I surf fish quite a bit, and use 10' rods, and spinning reels with pompano rigs, and pyramid weights.
My question is what to use for throwing jigs for pompano in the surf. I would like to know the equipment I would use. In other words what size spinning reel, Rod length and weight, and what are the best jigs to use. Also, do you tie directly to the main line, or use a leader. I normally use braid on most of my reels.
Any help would be greatly appreciated.

Tight lines!


----------



## Chris V (Oct 18, 2007)

I use 8'6" to 9' Steelhead rods rated for 6-12lb or 8-14lb line. I use smaller reels (Shimano 2500, Penn 2000-2500, Daiwa 2500, Pflueger 30) spooled with 8-10lb braid and topped with a short leader of 15-20lb fluoro. I tie my jig on with a loop knot and get at it


----------



## cody&ryand (Oct 3, 2007)

I would use my inshore trout reels 2500 size reel 7 foot rod 15-20 pound braid with 20 pound Seagar leader but ChrisV would be the guy to listen too haha


----------



## Gio (May 27, 2012)

Thanks guys. I have a lot of inshore equipment, so the 2500 reels are easy. I will do some research on the steelhead rods, and rig like suggested. I appreciate the advice, and will try it out this weekend.


----------



## compulsivehp (May 18, 2010)

I use the same setup Chris uses. I have a 9'6" steelhead rod with a 3500 reel and 10lb braid. It by far cast jigs farther than my 7'6" bait casting rod.


----------



## Chris V (Oct 18, 2007)

cody&ryand said:


> I would use my inshore trout reels 2500 size reel 7 foot rod 15-20 pound braid with 20 pound Seagar leader but ChrisV would be the guy to listen too haha


The 7' rod is just fine as long as the majority of fish are within range or you're fishing on a boat. That whippy, longer rod will get the jig to any fish in your field of vision.


----------



## cody&ryand (Oct 3, 2007)

Chris V said:


> The 7' rod is just fine as long as the majority of fish are within range or you're fishing on a boat. That whippy, longer rod will get the jig to any fish in your field of vision.

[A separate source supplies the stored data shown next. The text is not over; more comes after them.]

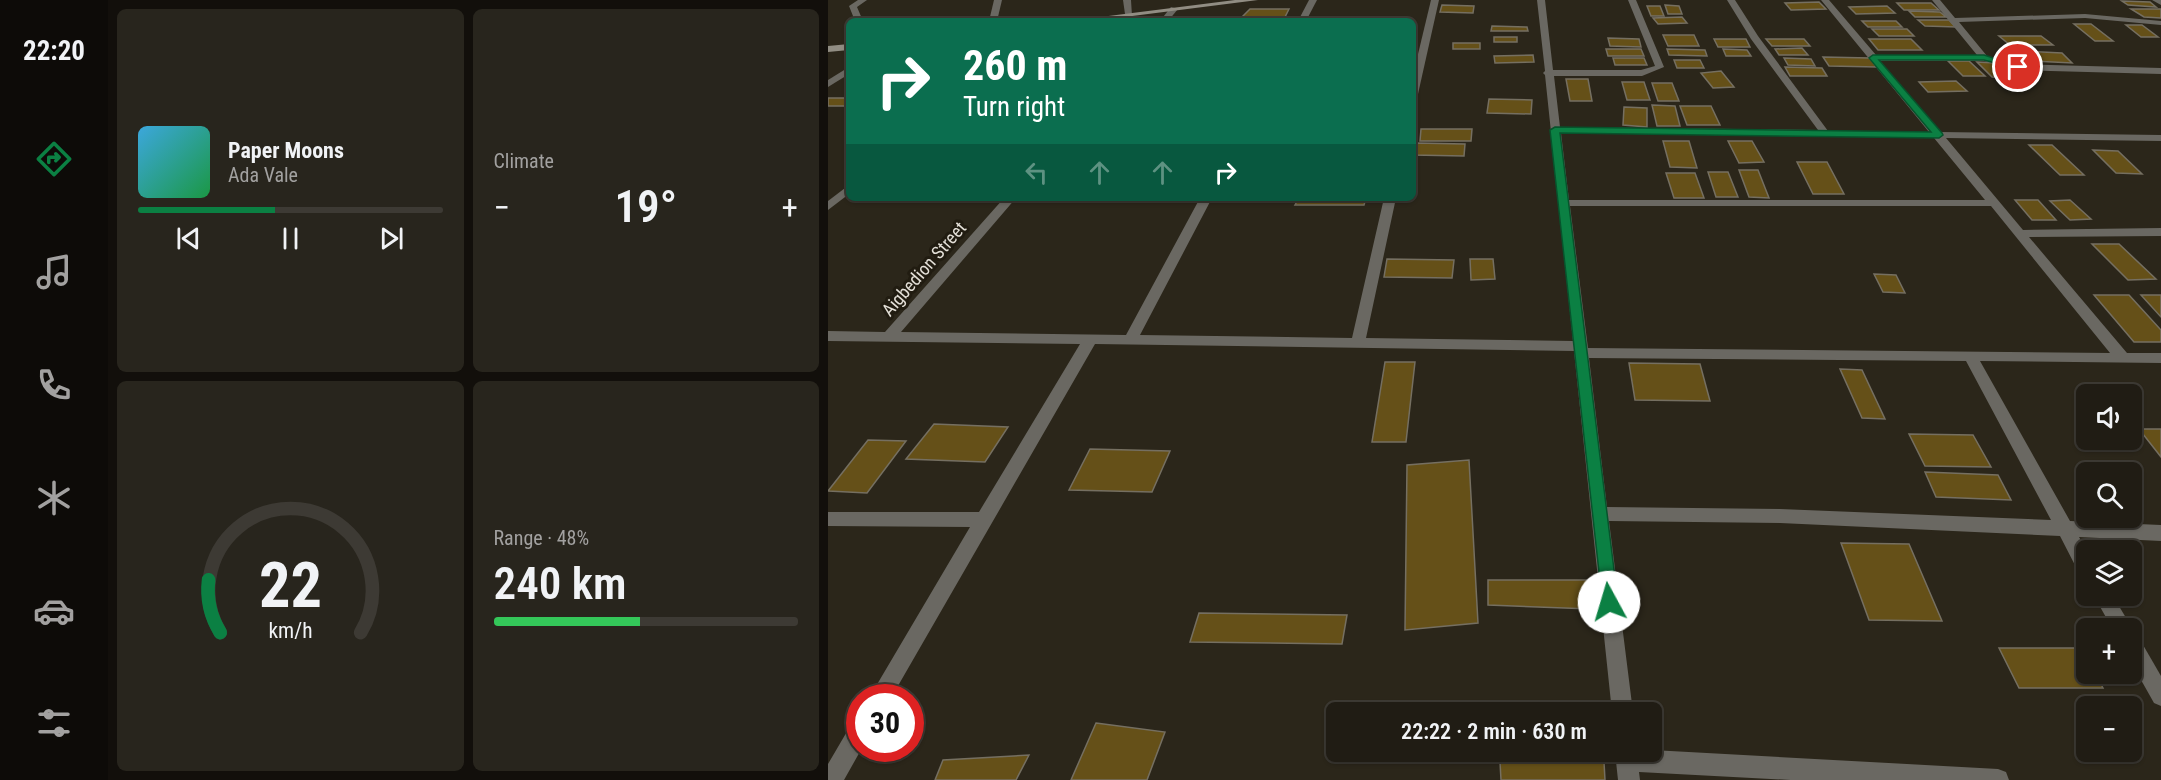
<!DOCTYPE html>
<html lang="en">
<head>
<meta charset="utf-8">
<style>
	:root { --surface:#201c14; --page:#28251d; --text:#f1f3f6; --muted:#a2a1a0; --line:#3d3a34; --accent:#0b8043 }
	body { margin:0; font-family:"Roboto Condensed",sans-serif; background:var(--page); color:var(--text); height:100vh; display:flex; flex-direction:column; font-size:22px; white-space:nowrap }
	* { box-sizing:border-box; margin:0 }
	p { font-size:20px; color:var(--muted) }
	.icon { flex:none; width:33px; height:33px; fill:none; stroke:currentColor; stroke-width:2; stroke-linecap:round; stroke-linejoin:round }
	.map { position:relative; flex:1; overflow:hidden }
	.details { display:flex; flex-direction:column; gap:9px; padding:9px; background:#120f0b; width:720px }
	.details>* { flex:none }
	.banner { position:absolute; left:18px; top:18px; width:570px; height:183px; border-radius:9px; box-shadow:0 2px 4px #0004,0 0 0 2px var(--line); background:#0b6e4f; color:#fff; overflow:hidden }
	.buttons { position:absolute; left:1248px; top:384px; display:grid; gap:12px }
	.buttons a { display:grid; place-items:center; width:66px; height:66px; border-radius:9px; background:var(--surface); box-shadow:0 2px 4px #0004,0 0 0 2px var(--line); font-size:30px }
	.speed { position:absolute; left:18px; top:684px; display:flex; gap:12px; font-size:30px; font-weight:700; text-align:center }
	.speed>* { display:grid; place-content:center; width:78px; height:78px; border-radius:50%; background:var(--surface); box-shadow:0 2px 4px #0004,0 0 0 2px var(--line); line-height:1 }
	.speed .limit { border:9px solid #d22; background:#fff; color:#111 }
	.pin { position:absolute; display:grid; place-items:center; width:51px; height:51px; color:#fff; margin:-26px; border:3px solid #fff; border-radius:50%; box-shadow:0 2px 6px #0007 }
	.me { position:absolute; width:66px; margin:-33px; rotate:354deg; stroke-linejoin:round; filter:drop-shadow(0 0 4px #0008) }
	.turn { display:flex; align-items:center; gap:21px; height:126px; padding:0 18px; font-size:27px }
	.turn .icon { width:78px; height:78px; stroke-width:2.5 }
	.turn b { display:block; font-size:42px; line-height:51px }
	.lanes { display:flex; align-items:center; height:57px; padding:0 18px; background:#0003; justify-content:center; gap:30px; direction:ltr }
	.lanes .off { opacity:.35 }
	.big { font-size:45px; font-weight:600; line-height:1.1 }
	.details .widget { flex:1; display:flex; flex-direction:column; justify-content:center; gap:9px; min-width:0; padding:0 21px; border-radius:9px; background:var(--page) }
	.details .dial { align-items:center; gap:0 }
	.dial svg { height:156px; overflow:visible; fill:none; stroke:var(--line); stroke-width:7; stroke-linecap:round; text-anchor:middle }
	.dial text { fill:var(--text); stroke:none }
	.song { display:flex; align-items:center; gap:18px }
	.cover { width:72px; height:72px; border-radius:9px; background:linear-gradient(135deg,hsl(200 70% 55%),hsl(140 70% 35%)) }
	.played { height:6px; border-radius:3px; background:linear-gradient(90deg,var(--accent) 45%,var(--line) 45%) }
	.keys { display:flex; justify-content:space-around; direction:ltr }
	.heat { display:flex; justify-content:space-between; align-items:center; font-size:33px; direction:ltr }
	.charge { height:9px; border-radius:4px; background:linear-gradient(90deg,#34c759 48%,var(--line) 0) }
	.details .tiles { flex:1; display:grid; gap:9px; grid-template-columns:repeat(2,1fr) }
	.trip { position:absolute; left:498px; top:702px; width:336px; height:60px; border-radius:9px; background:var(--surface); box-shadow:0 2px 4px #0004,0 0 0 2px var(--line); font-weight:600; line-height:60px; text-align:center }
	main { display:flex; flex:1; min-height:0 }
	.menu { display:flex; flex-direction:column; width:108px; justify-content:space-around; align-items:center; background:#0d0b08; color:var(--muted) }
	.menu .icon { width:42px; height:42px }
	.menu .current { color:var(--accent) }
	.menu b { font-size:27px; color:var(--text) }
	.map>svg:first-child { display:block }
	.building { fill:#655018; stroke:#756f61; stroke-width:1.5 }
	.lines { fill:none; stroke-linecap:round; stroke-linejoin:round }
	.street { fill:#6a6862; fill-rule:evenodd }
	.secondary { fill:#918d83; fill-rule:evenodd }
	.route { fill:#0b8043; stroke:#07532c; stroke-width:1.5 }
	.labels { text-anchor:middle; stroke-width:6; stroke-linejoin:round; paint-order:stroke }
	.street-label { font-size:18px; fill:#e4e0d8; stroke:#211c11 }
</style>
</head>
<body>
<main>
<nav class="menu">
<b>22:20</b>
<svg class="icon current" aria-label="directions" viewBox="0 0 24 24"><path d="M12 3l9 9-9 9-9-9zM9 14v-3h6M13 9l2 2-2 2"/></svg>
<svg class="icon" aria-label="music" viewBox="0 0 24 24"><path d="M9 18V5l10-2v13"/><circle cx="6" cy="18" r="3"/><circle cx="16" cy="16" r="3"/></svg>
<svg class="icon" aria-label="phone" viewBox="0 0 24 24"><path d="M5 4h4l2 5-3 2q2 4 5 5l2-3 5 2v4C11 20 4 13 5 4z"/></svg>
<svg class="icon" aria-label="climate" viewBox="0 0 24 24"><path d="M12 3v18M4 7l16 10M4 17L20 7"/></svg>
<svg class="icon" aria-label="car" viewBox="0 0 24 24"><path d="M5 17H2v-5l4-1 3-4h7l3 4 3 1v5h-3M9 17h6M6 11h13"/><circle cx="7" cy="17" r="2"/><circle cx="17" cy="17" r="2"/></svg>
<svg class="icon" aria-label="filters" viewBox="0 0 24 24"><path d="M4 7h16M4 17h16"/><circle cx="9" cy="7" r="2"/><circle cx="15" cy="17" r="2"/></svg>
</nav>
<section class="details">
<div class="tiles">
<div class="widget">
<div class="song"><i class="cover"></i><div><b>Paper Moons</b><p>Ada Vale</p></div></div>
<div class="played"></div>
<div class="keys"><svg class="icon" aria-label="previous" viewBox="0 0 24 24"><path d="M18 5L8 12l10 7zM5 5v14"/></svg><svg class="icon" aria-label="pause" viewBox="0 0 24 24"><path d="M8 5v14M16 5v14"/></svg><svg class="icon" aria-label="next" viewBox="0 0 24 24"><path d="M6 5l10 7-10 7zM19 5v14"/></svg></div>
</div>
<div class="widget"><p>Climate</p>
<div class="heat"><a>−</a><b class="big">19°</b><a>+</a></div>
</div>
<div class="widget dial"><svg viewBox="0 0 100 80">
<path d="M14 69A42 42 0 1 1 86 69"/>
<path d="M14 69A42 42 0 0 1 8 42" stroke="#0b8043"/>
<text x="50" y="56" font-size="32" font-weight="700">22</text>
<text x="50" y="72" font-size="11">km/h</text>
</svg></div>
<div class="widget"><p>Range · 48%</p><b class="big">240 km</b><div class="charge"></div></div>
</div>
</section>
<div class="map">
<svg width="1333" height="780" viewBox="0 0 1333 780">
	<rect width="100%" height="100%" fill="#2b261a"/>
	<g class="building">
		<polygon points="1294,1 1322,2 1328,7 1300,5"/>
		<polygon points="991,2 998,9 963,10 957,3"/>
		<polygon points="1069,3 1103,3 1111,10 1076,10"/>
		<polygon points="614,5 646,6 645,13 612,12"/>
		<polygon points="837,5 851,6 854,14 840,14"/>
		<polygon points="819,6 832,6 836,16 823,16"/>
		<polygon points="1059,6 1067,13 1028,14 1021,7"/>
		<polygon points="422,9 461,9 456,19 412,19"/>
		<polygon points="1303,9 1333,9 1333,18 1316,17"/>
		<polygon points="1081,11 1112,12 1118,17 1087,17"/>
		<polygon points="854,17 859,23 830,24 825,18"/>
		<polygon points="1090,20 1121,20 1128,27 1097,26"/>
		<polygon points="1034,21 1068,21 1074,27 1040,27"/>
		<polygon points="1246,24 1263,24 1285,41 1267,41"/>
		<polygon points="1298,25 1314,25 1330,37 1313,37"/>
		<polygon points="664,26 699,27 700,31 663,31"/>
		<polygon points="1044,29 1079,29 1086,36 1051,36"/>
		<polygon points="835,35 866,35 871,46 840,46"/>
		<polygon points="1171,36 1213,36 1225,45 1182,45"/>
		<rect x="666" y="37" width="23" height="5"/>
		<polygon points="780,38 811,39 813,47 782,46"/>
		<polygon points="886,39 918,39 922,47 890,47"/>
		<polygon points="938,39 976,39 982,46 944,46"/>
		<polygon points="1041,39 1083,39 1094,50 1050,50"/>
		<rect x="625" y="43" width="27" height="6"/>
		<polygon points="974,48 980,55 951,55 947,49"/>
		<polygon points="778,49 813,49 816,56 780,56"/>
		<polygon points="839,49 877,50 879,56 841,55"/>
		<polygon points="895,49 919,50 923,56 898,56"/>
		<polygon points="1194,51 1234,53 1244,63 1204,61"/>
		<polygon points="705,55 706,62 667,63 666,56"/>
		<polygon points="995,57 1042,58 1049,67 1001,66"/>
		<polygon points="785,58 816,58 819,65 787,65"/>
		<polygon points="956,58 983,59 987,66 960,65"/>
		<polygon points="846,60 872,60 876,68 849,68"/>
		<polygon points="1120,61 1141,61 1157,76 1135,76"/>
		<polygon points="1149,62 1167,63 1183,78 1164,77"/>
		<polygon points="957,67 994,68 999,76 962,76"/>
		<polygon points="893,71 906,87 885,88 873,73"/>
		<polygon points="738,79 760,79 764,101 742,101"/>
		<polygon points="1128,81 1139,91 1100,92 1091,82"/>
		<polygon points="794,82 816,82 822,100 799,100"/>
		<polygon points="824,83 844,83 851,101 830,101"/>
		<rect x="0" y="98" width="21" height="8"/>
		<polygon points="661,99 704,100 703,114 659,113"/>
		<polygon points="824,105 847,106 852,126 829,126"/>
		<polygon points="852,106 883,106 892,125 859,125"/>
		<polygon points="796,107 819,108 819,127 795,125"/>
		<polygon points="593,129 644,129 643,141 592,141"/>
		<polygon points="835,141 861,141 869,168 842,167"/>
		<polygon points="900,141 924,141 936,162 911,163"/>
		<polygon points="587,143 637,144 636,156 585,155"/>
		<polygon points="1201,145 1224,145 1256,175 1232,175"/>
		<polygon points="1265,150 1290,151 1314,174 1288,173"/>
		<polygon points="969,162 999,162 1016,194 985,194"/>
		<polygon points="911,170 930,170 941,198 921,197"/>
		<polygon points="880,172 900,172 910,197 888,197"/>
		<polygon points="838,173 867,173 876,198 846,198"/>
		<polygon points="471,198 538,198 536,205 467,205"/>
		<polygon points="1187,200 1210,200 1228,220 1204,220"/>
		<polygon points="1242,200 1263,219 1242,220 1222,201"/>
		<polygon points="1264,244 1291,244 1328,279 1300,280"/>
		<polygon points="559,259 626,260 624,278 556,277"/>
		<polygon points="642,259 665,259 667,279 643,280"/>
		<polygon points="1046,274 1068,275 1077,293 1055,292"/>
		<polygon points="1266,295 1301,295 1333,330 1333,342 1306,342"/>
		<polygon points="1313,295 1333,295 1333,317"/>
		<polygon points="557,362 587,362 578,442 544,442"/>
		<polygon points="801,363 872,364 882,401 807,400"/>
		<polygon points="1012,369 1034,370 1057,419 1034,418"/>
		<polygon points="106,424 180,427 157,462 78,459"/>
		<polygon points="1311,429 1333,429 1333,457"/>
		<polygon points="1081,434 1145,435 1163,467 1097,466"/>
		<polygon points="40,440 78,441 39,493 0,491"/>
		<polygon points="262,449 342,451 324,492 241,490"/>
		<polygon points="641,460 650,623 577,630 579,465"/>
		<polygon points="1097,472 1170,475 1183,500 1108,497"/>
		<polygon points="1013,543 1081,544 1114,621 1041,620"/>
		<polygon points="660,580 760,580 763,609 660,605"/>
		<polygon points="371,613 519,615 514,644 362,642"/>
		<polygon points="1171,648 1253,648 1258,658 1258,674 1267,674 1275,688 1191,688"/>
		<polygon points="268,723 337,732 319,780 243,780"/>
		<polygon points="201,755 188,780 107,780 115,760"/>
		<polygon points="672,762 776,762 777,780 673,780"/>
	</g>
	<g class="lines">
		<g class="street">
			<polygon points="30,0 39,0 29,7 35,21 27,21 21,6"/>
			<polygon points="166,0 174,0 169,21 161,21"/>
			<polygon points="295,0 303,0 304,16 297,14"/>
			<polygon points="481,0 489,0 478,21 470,21"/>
			<polygon points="603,0 611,0 590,94 585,97 585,75"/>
			<path d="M709,0h8l8,70h88l14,-4 -27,-66h8l28,67 -22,9h-88l6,51 258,3 -67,-91 -24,-39h8l23,36 70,95 101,1 -108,-132h8l47,55h101l-45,-55h8l15,18 130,-4 76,7v4l-76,-7 -126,4 28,34 31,8 143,4v6l-143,-4 -34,-9h-104l60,71 221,3v6l-215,-3 77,92 138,-2v8l-132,1 98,116h34v10l-181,-2 90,160 91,4v16l-82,-4 8,13 -1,25 -7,-2 -19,-37 -280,-13 -171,-2 24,191h-21l-38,-361 -479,-7 -204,354h-22l101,-171 -142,-1v-14h151l101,-168 -252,-3v-10l57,1 119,-134h12l-115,134 225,3 74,-137h12l-72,137 212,3 32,-140h12l-30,140 207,3 -28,-266 -2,-2 2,-2zM733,133l373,5 51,62h-416zM742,206h421l119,147 -522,-5zM761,358l377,3 85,159 -271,-11 -173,-2z"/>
			<polygon points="1324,0 1333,0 1333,5"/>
			<polygon points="343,7 350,9 340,21 332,21"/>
			<polygon points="21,67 21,74 0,87 0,80"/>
			<polygon points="21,185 21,194 0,210 0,201"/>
			<polygon points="1266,596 1285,596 1304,628 1304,629 1284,628"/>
			<polygon points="1304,635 1311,638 1333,676 1333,706 1326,703 1304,664"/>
			<polygon points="32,720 32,748 34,748 16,780 0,780 0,764 24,723"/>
			<polygon points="824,750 1170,769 1178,772 1181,780 963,780 811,772 812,780 790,780 787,752"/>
		</g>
		<g class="secondary">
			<polygon points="407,0 430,0 265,21 241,21"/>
			<polygon points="21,44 21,50 0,52 0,46"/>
		</g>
	</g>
	<polygon class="route" points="1156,55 1194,67 1190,69 1156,60 1051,60 1114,133 1115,135 1111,138 732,133 790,602 787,608 781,611 775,608 722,130 727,127 1103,132 1041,58 1045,55"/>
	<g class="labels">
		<g class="street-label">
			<text transform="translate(96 269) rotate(-49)" y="6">Aigbedion Street</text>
		</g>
	</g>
</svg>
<div class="buttons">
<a><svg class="icon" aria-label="sound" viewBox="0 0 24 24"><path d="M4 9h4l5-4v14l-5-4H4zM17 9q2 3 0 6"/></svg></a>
<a><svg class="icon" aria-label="search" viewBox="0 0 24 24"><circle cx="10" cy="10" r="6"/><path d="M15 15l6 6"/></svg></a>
<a><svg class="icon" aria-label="layers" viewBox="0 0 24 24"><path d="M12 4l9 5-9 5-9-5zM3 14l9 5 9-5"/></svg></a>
<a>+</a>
<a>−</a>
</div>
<div class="speed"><div class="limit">30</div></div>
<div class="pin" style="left:1190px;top:67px;background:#d93025"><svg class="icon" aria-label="arrive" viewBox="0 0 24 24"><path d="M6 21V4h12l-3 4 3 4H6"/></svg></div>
<svg class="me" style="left:781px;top:602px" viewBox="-20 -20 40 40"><circle r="19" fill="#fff"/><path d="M0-13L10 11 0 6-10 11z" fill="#0b8043"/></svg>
<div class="trip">22:22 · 2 min · 630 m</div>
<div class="banner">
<div class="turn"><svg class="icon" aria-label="right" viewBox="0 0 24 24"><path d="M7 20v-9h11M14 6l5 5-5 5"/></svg><div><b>260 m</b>Turn right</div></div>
<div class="lanes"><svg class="icon off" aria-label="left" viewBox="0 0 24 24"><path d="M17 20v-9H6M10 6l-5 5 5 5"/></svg><svg class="icon off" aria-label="ahead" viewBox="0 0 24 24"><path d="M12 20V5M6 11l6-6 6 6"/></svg><svg class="icon off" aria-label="ahead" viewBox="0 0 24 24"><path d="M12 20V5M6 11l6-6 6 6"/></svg><svg class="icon" aria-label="right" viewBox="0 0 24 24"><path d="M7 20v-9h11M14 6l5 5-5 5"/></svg></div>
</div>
</div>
</main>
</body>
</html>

I agree I personally just don't have any true surf rods so that's just what I use to get bye


----------



## Gio (May 27, 2012)

Hi guys, I have been throwing jigs the last couple of weekends, with some success. I have been using a mojo inshore 7' Rod, and think in a lot of cases, I could use more distance. I am throwing a 3/8 oz, Docs Goofy Jig, with a teaser.
My question is what brand of steelhead rod would you suggest? 
Thank you


----------